SSIM was within rounding distance of 1.0 on almost everything.
Speedup vs gifsicle was 6x average.

By those numbers I should have been done. The problem is that PSNR and SSIM are pixel-difference metrics with no real model of human vision. They reward smooth differences and underweight things humans actually notice: color shifts on edges, banding in flat regions, frame-to-frame instability. A frame can have visible corruption and still post a respectable PSNR if the damage averages out across enough pixels.

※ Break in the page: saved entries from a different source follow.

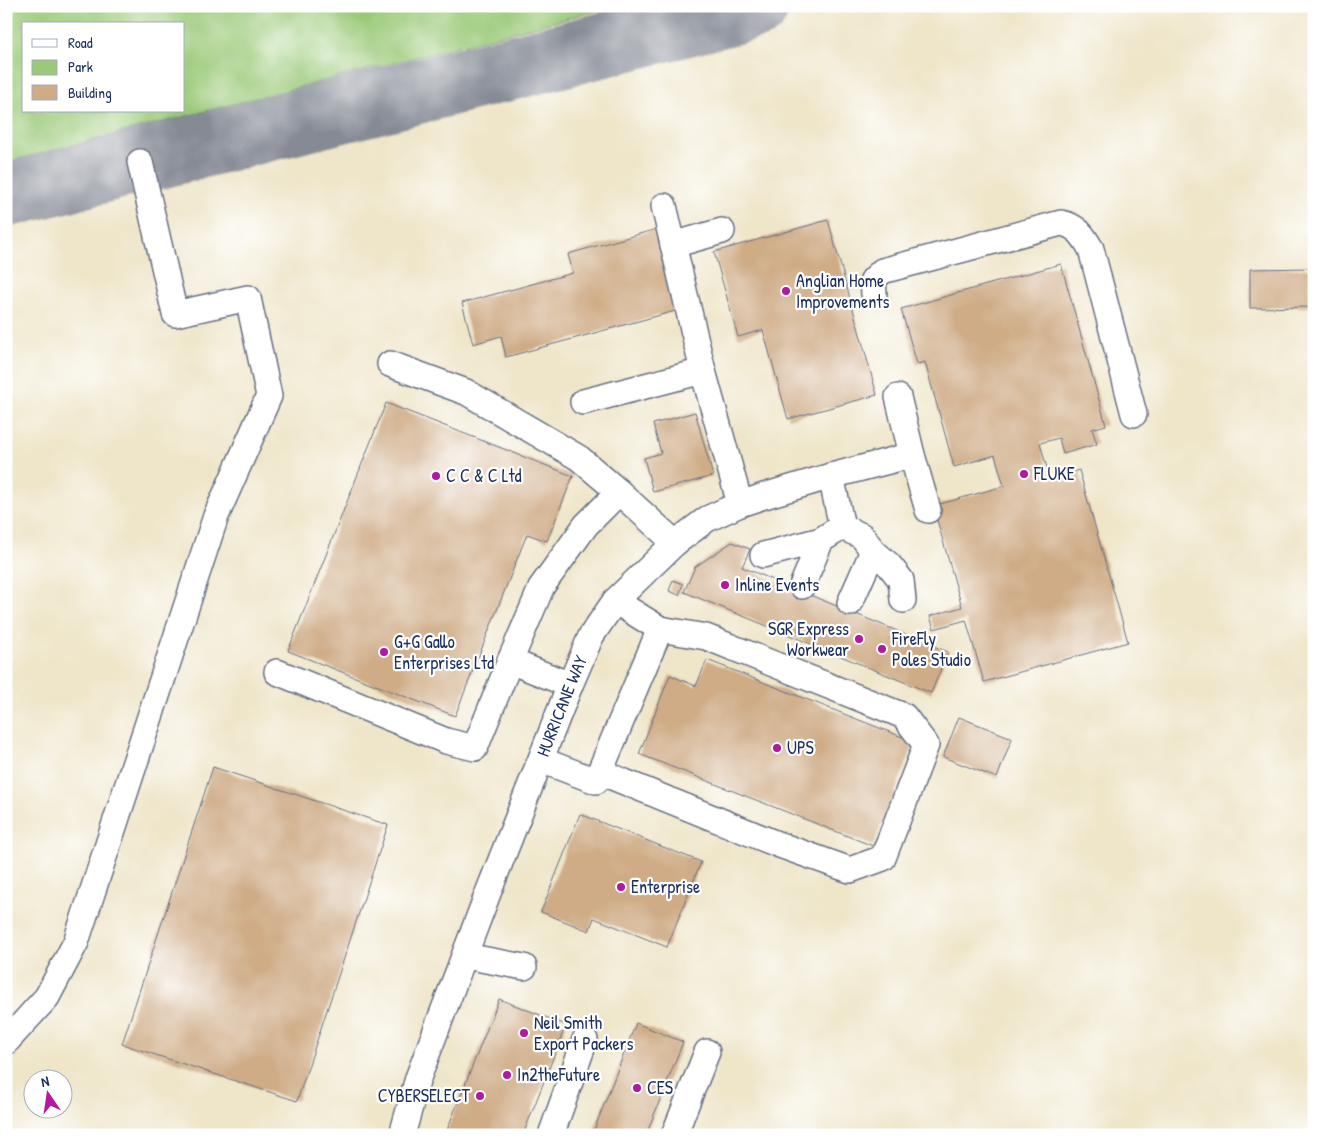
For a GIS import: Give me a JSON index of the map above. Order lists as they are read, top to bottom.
{
  "streets": {
    "street": ["HURRICANE WAY"]
  },
  "places": [
    "Anglian Home Improvements",
    "FLUKE",
    "C C & C Ltd",
    "Inline Events",
    "SGR Express Workwear",
    "FireFly Poles Studio",
    "G+G Gallo Enterprises Ltd",
    "UPS",
    "Enterprise",
    "Neil Smith Export Packers",
    "In2theFuture",
    "CES",
    "CYBERSELECT"
  ],
  "legend": ["Road", "Park", "Building"],
  "north": "top"
}
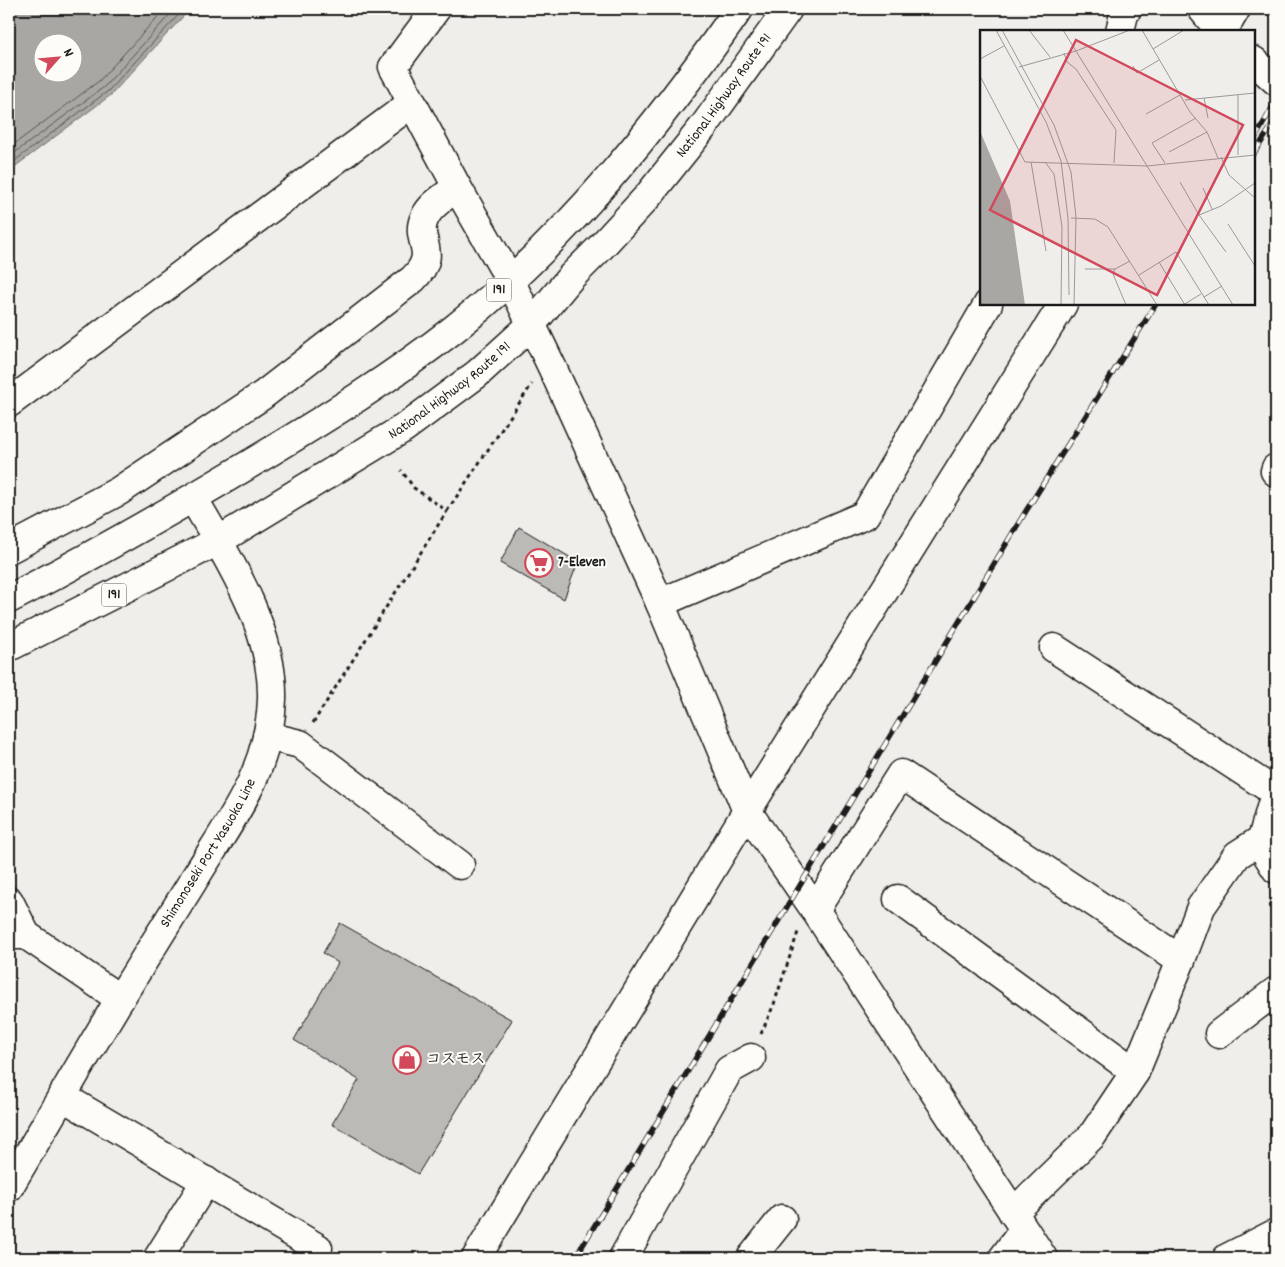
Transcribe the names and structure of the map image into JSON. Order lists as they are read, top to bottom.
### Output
{
  "streets": {
    "main road": ["National Highway Route 191", "191", "Shimonoseki Port Yasuoka Line"]
  },
  "crossings": [
    ["National Highway Route 191", "Shimonoseki Port Yasuoka Line"],
    ["191", "Shimonoseki Port Yasuoka Line"]
  ],
  "places": {
    "supermarket": ["7-Eleven"],
    "shop": ["コスモス"]
  },
  "north": "top right"
}
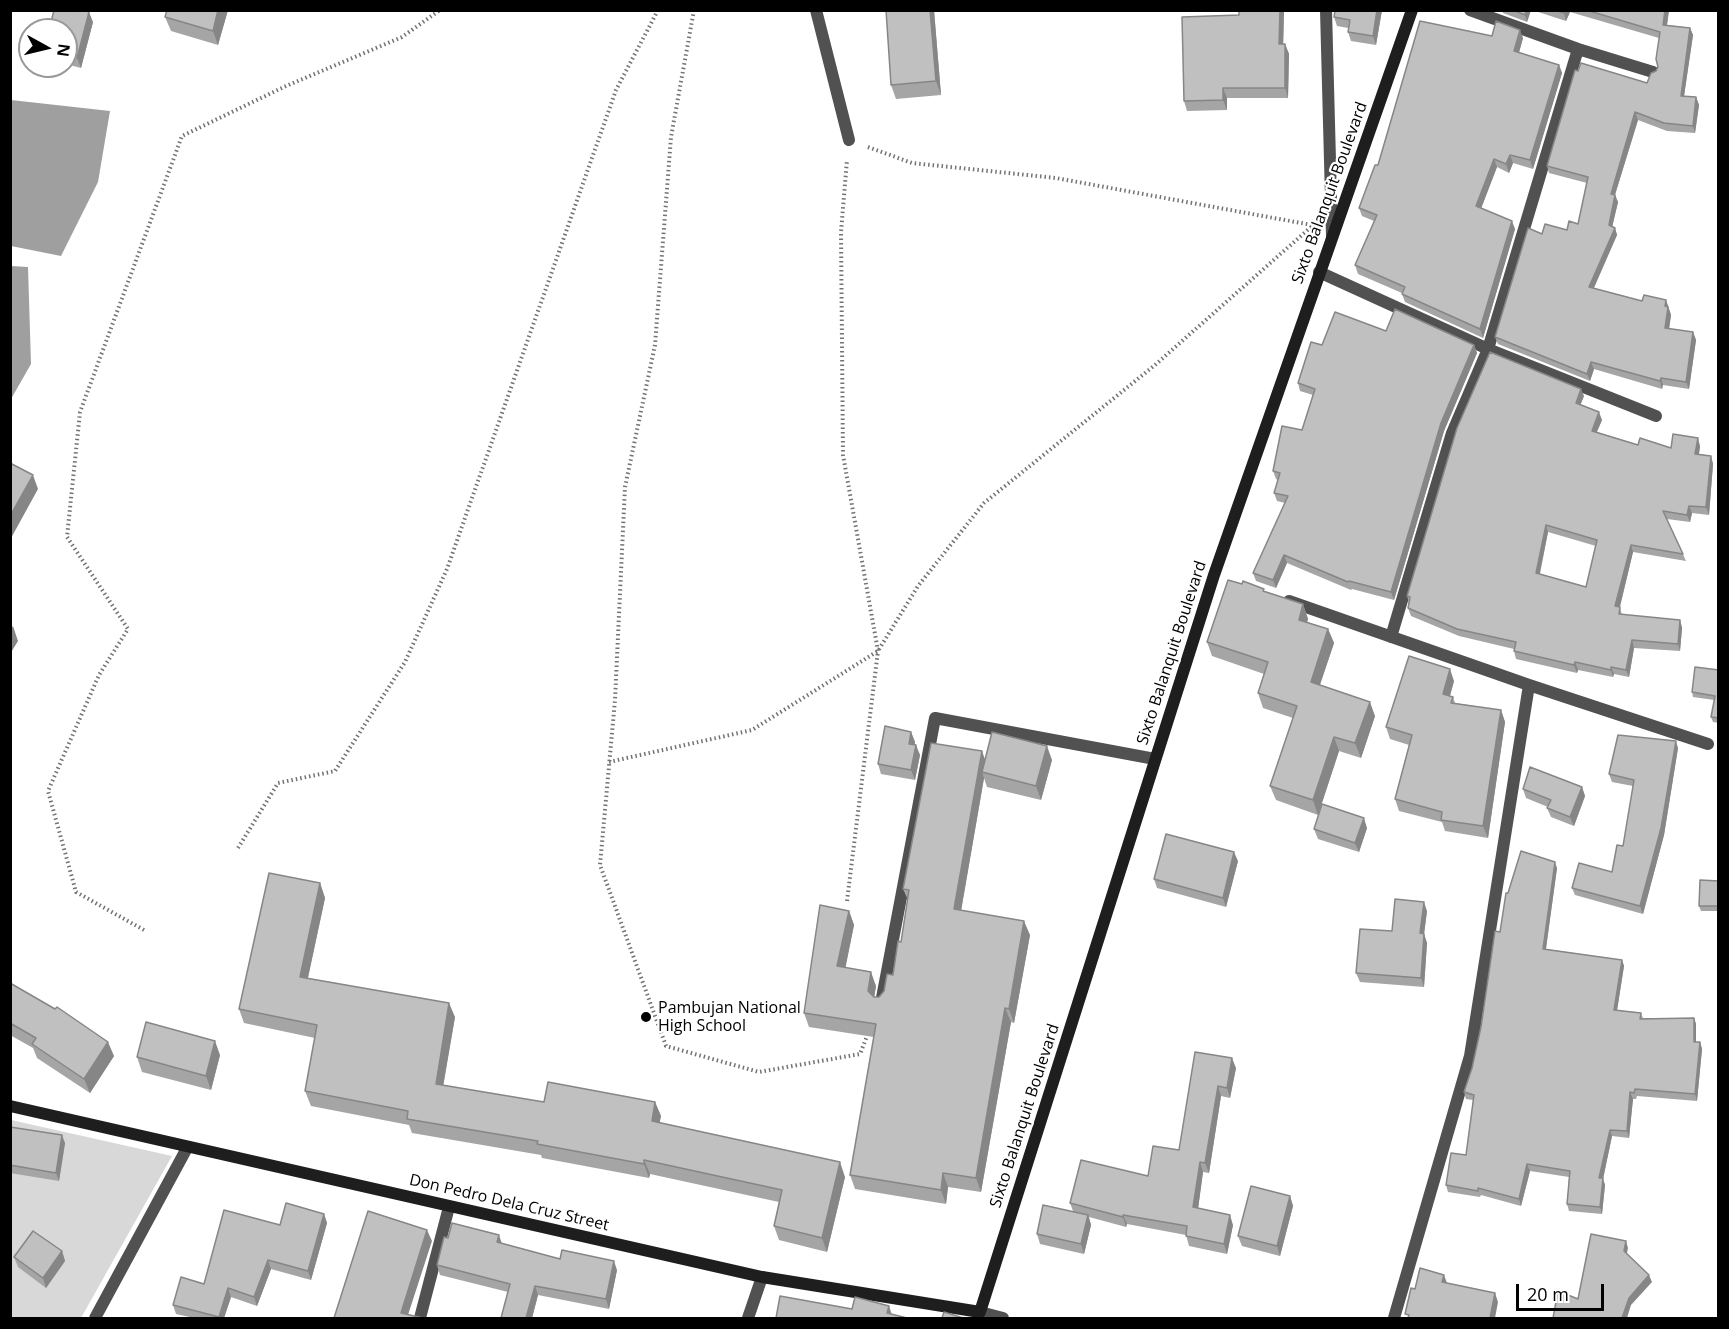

I added Butteraugli (the perceptual metric from the JPEG XL project) as a third quality signal mostly because I wanted a reality check. The pure-Rust port made it cheap to wire in. I expected it to roughly track PSNR. It did not.

The first run

Here is what the metrics looked like on the original 24-file tuning corpus, default config, vs gifsicle:

Metric	Rusticle	Gifsicle	Delta
PSNR (dB)	41.36	35.97	+5.39
SSIM	0.9987	0.9940	+0.005
Butteraugli	2.92	4.54	-1.62

Aggregate Butteraugli also favored rusticle. So far so good. Then I broke it down by category:

cartoon: rusticle worse by +0.60 BA
large dimensions: rusticle worse by +1.14 BA
transparent: rusticle worse by +0.23 BA, with one file at 9.70 BA absolute (catastrophic)
pixel art / photographic / many-frames / simple: rusticle better by 2–4 BA

The aggregate PSNR/SSIM numbers did not make that worst case obvious. Butteraugli did. The transparent category had a file where rusticle was producing broken output and the older reporting path averaged it into “fine.”

That was the first useful thing the metric did: it told me where to look.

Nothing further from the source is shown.